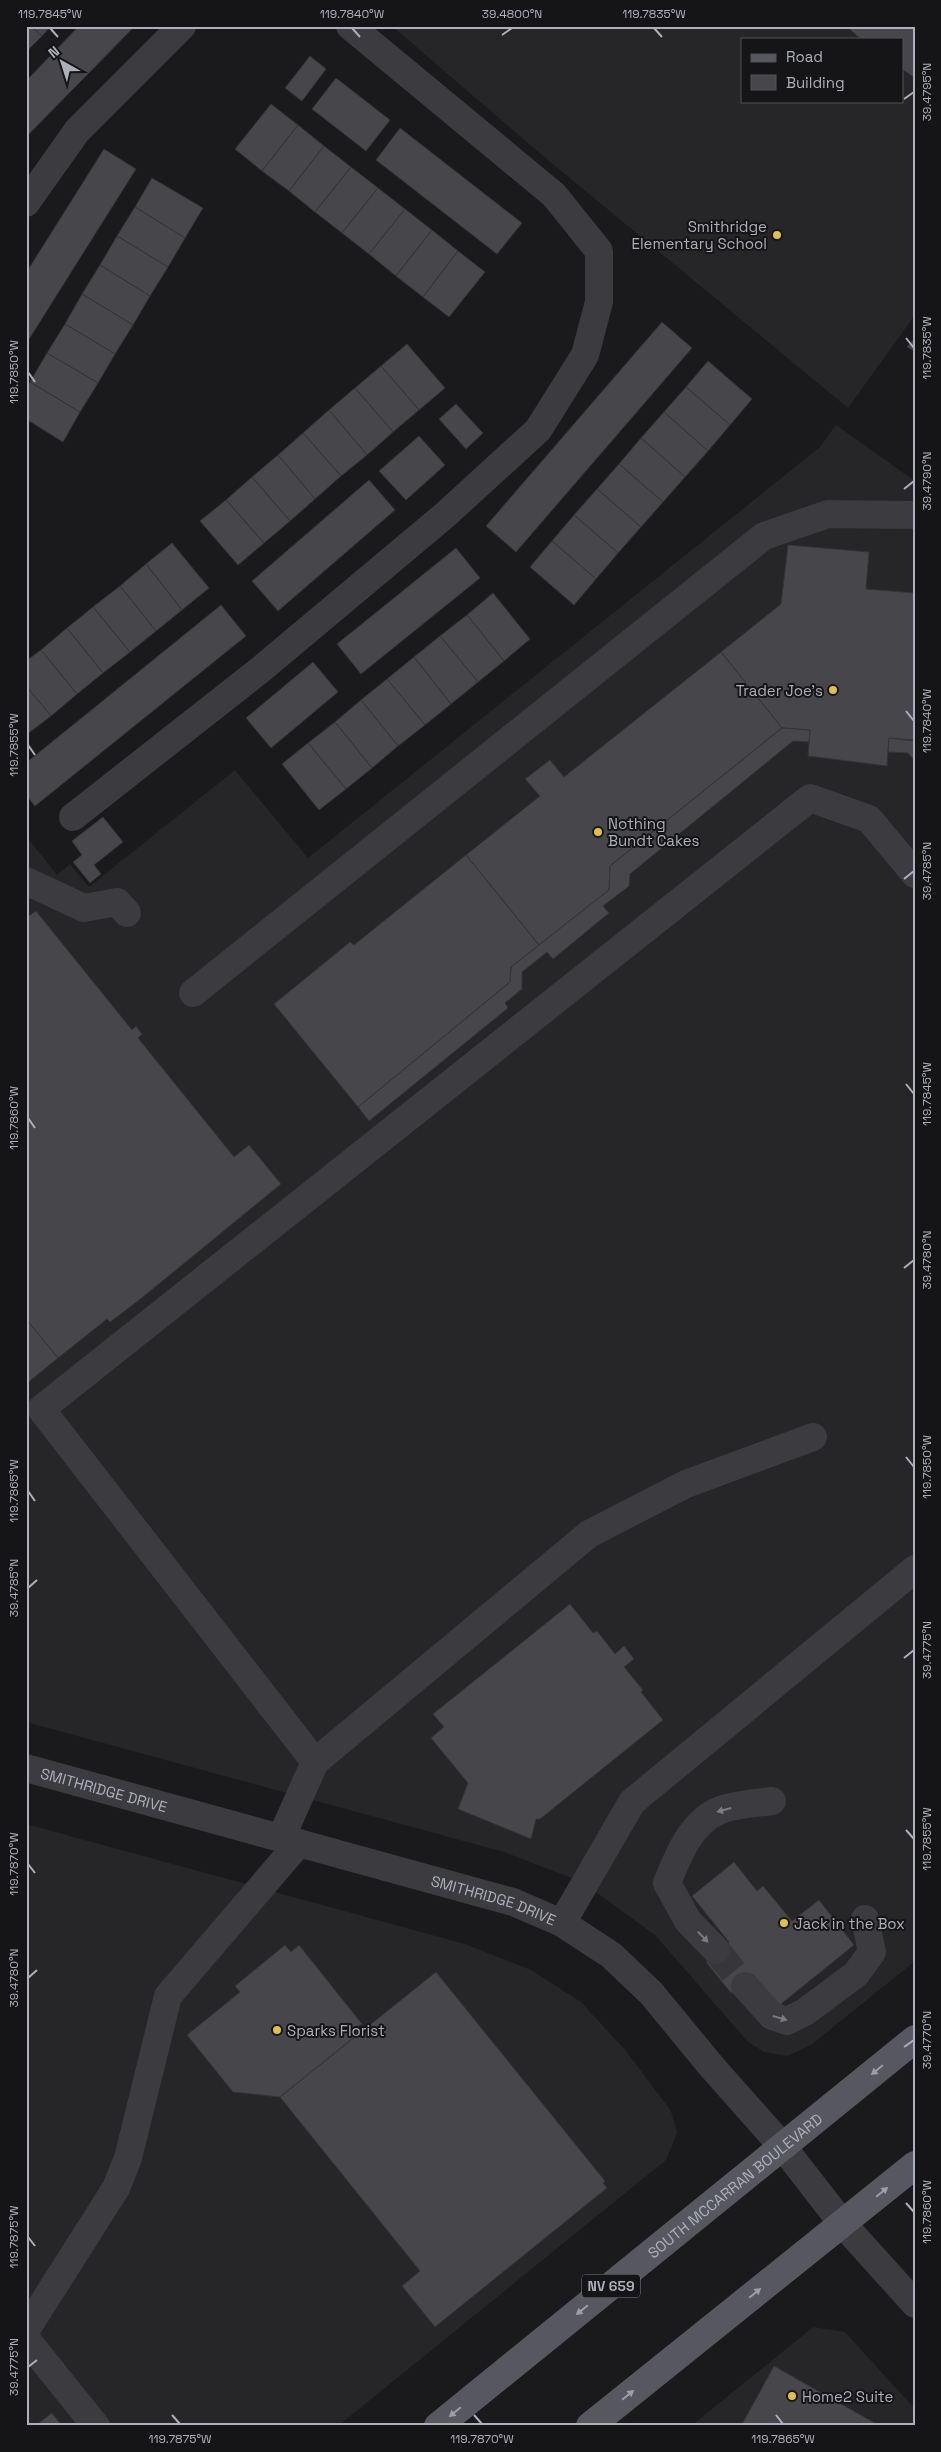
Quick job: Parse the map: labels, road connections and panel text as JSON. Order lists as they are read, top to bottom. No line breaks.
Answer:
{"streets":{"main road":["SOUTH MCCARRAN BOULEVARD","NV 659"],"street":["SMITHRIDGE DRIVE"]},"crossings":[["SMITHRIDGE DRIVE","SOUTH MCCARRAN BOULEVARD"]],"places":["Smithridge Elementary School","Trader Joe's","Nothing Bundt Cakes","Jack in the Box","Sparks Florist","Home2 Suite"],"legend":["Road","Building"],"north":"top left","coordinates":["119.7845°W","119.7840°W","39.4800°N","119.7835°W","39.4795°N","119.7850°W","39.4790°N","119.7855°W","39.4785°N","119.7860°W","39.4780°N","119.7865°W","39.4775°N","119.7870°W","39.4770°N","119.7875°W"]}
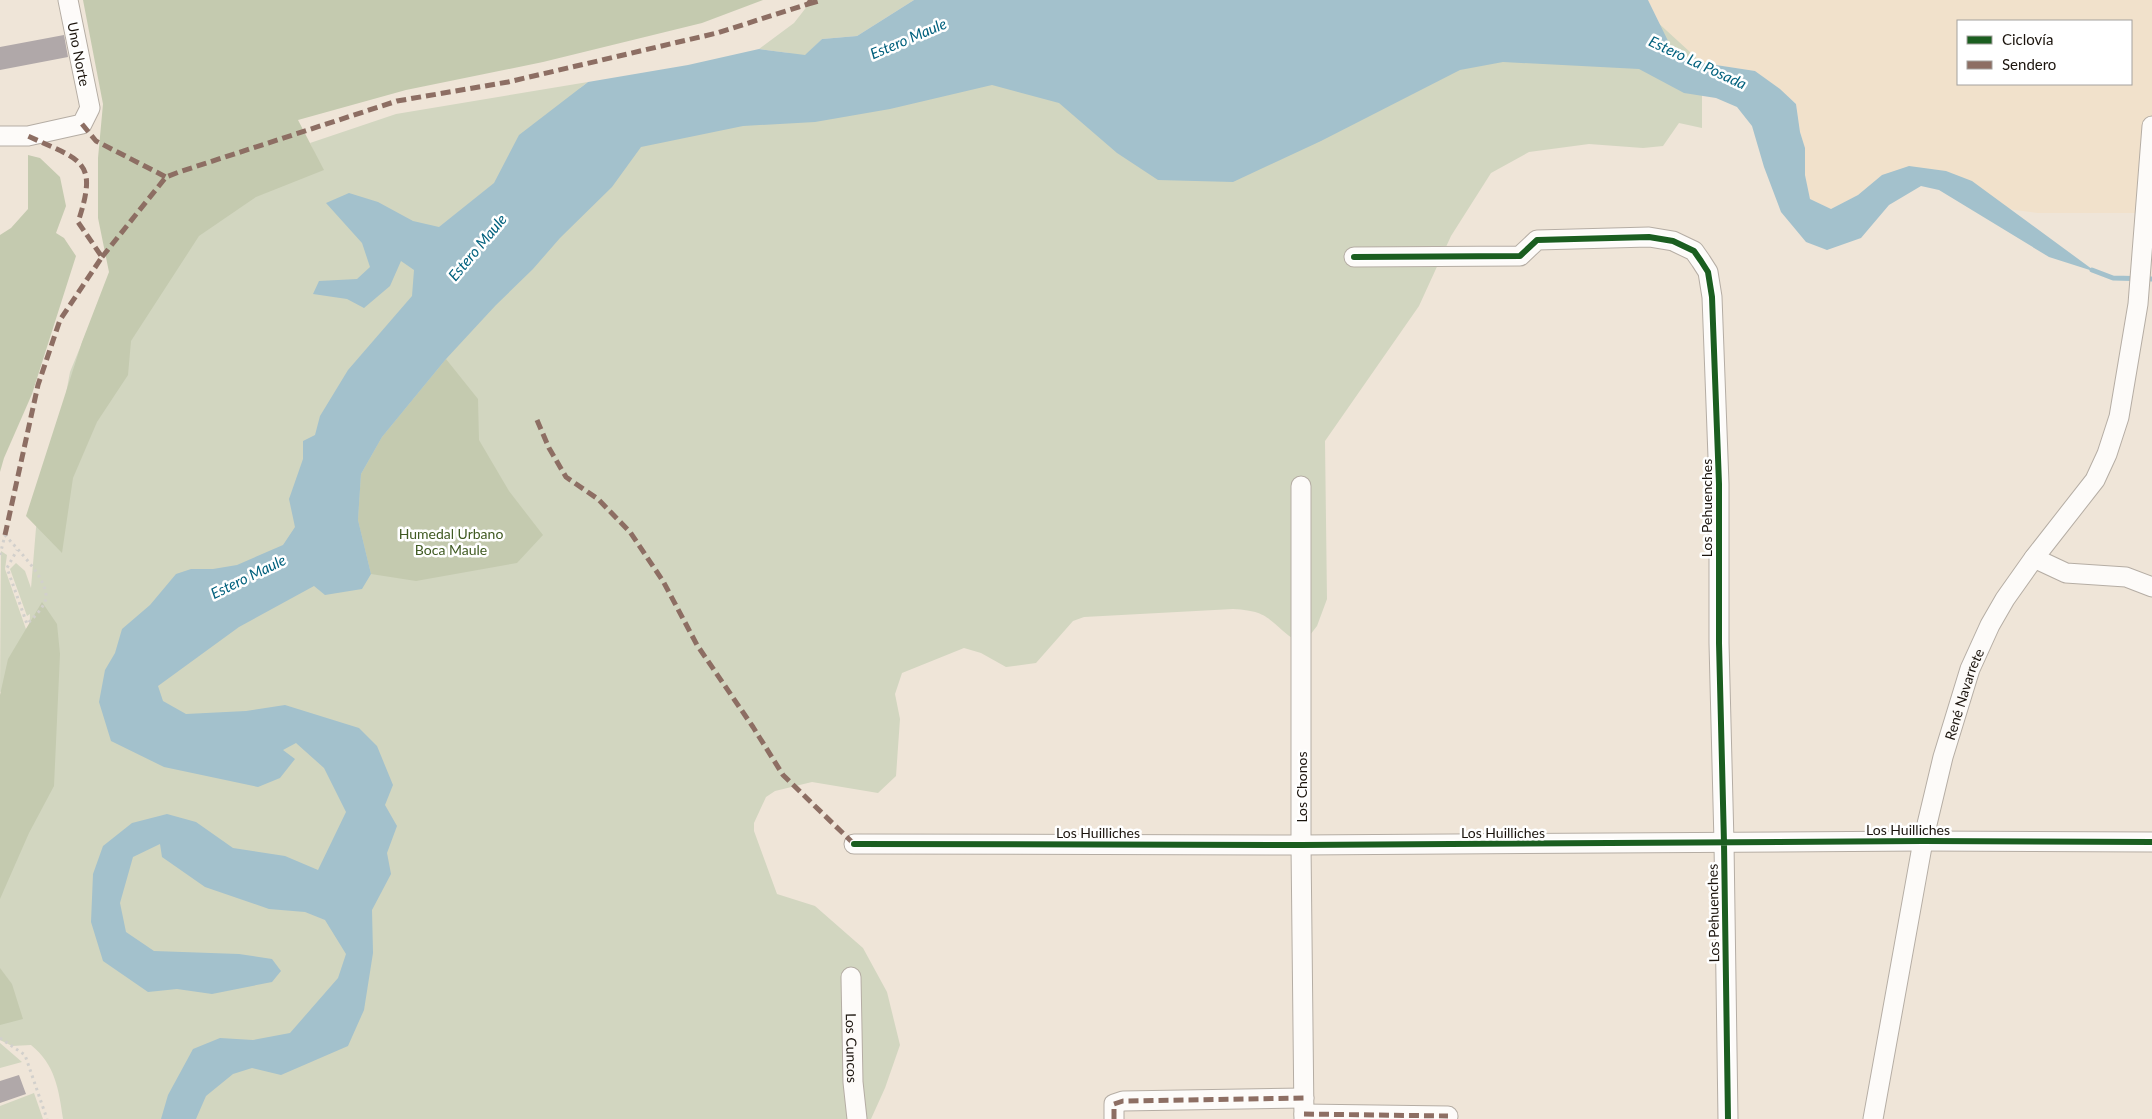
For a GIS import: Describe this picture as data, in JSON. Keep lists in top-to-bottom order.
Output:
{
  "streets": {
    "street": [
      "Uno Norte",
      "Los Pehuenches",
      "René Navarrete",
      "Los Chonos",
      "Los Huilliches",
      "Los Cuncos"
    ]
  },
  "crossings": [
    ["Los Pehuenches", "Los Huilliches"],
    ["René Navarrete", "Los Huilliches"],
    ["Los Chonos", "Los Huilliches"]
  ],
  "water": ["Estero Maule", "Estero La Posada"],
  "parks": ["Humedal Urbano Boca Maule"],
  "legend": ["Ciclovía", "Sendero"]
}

=-=-=

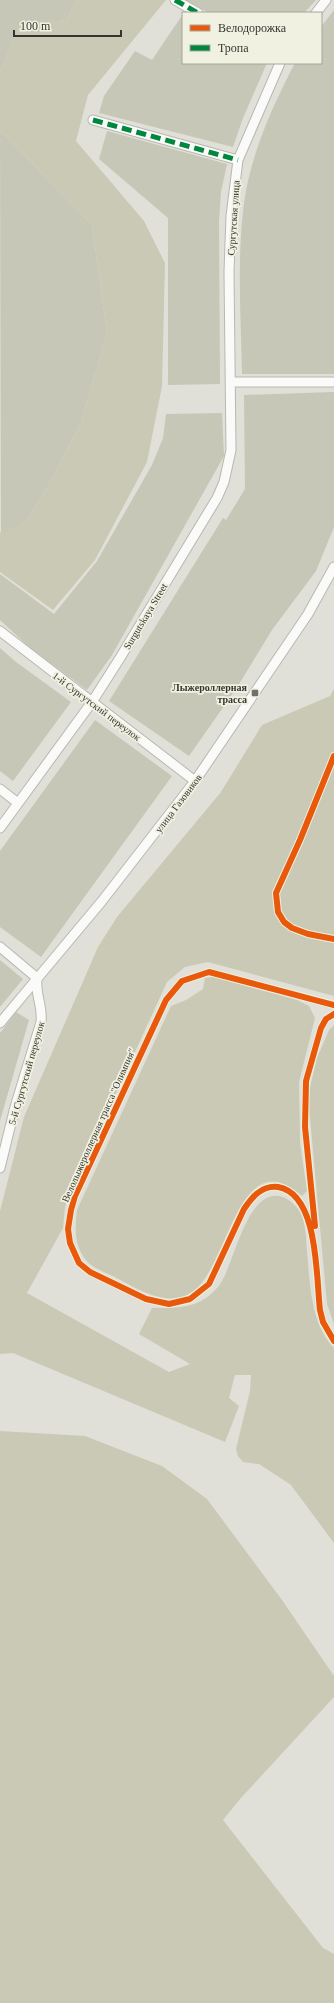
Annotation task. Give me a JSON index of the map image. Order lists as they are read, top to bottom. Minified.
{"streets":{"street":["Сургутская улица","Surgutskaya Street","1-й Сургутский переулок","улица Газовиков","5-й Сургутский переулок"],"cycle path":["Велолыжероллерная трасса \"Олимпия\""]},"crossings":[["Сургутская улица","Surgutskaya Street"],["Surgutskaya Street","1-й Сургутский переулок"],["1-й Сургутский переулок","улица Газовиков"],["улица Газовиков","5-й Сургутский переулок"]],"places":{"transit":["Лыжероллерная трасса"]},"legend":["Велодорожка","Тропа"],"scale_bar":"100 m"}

=-=-=

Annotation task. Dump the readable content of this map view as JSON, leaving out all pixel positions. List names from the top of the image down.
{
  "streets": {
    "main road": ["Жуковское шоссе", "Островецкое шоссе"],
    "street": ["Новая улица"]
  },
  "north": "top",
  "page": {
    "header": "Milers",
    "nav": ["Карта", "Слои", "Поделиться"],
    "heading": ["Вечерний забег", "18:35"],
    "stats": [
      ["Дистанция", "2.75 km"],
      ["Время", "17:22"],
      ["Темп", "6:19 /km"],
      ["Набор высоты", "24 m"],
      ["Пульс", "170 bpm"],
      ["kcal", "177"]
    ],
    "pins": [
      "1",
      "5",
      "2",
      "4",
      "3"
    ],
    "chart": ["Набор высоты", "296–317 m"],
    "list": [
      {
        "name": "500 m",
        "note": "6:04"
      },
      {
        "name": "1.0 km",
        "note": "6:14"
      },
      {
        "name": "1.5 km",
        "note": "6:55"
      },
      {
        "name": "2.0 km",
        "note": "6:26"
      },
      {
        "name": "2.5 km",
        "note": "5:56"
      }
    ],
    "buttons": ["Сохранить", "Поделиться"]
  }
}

=-=-=

● Required action:
Of the lines above, copy only those from the one holding "Quick job: Parse" to the one holding "For a GIS import: Describe", both included, and exclude every image.

● Result of this task:
Quick job: Parse the map: labels, road connections and panel text as JSON. Order lists as they are read, top to bottom. No line breaks.
Answer:
{"streets":{"main road":["SOUTH MCCARRAN BOULEVARD","NV 659"],"street":["SMITHRIDGE DRIVE"]},"crossings":[["SMITHRIDGE DRIVE","SOUTH MCCARRAN BOULEVARD"]],"places":["Smithridge Elementary School","Trader Joe's","Nothing Bundt Cakes","Jack in the Box","Sparks Florist","Home2 Suite"],"legend":["Road","Building"],"north":"top left","coordinates":["119.7845°W","119.7840°W","39.4800°N","119.7835°W","39.4795°N","119.7850°W","39.4790°N","119.7855°W","39.4785°N","119.7860°W","39.4780°N","119.7865°W","39.4775°N","119.7870°W","39.4770°N","119.7875°W"]}
For a GIS import: Describe this picture as data, in JSON. Keep lists in top-to-bottom order.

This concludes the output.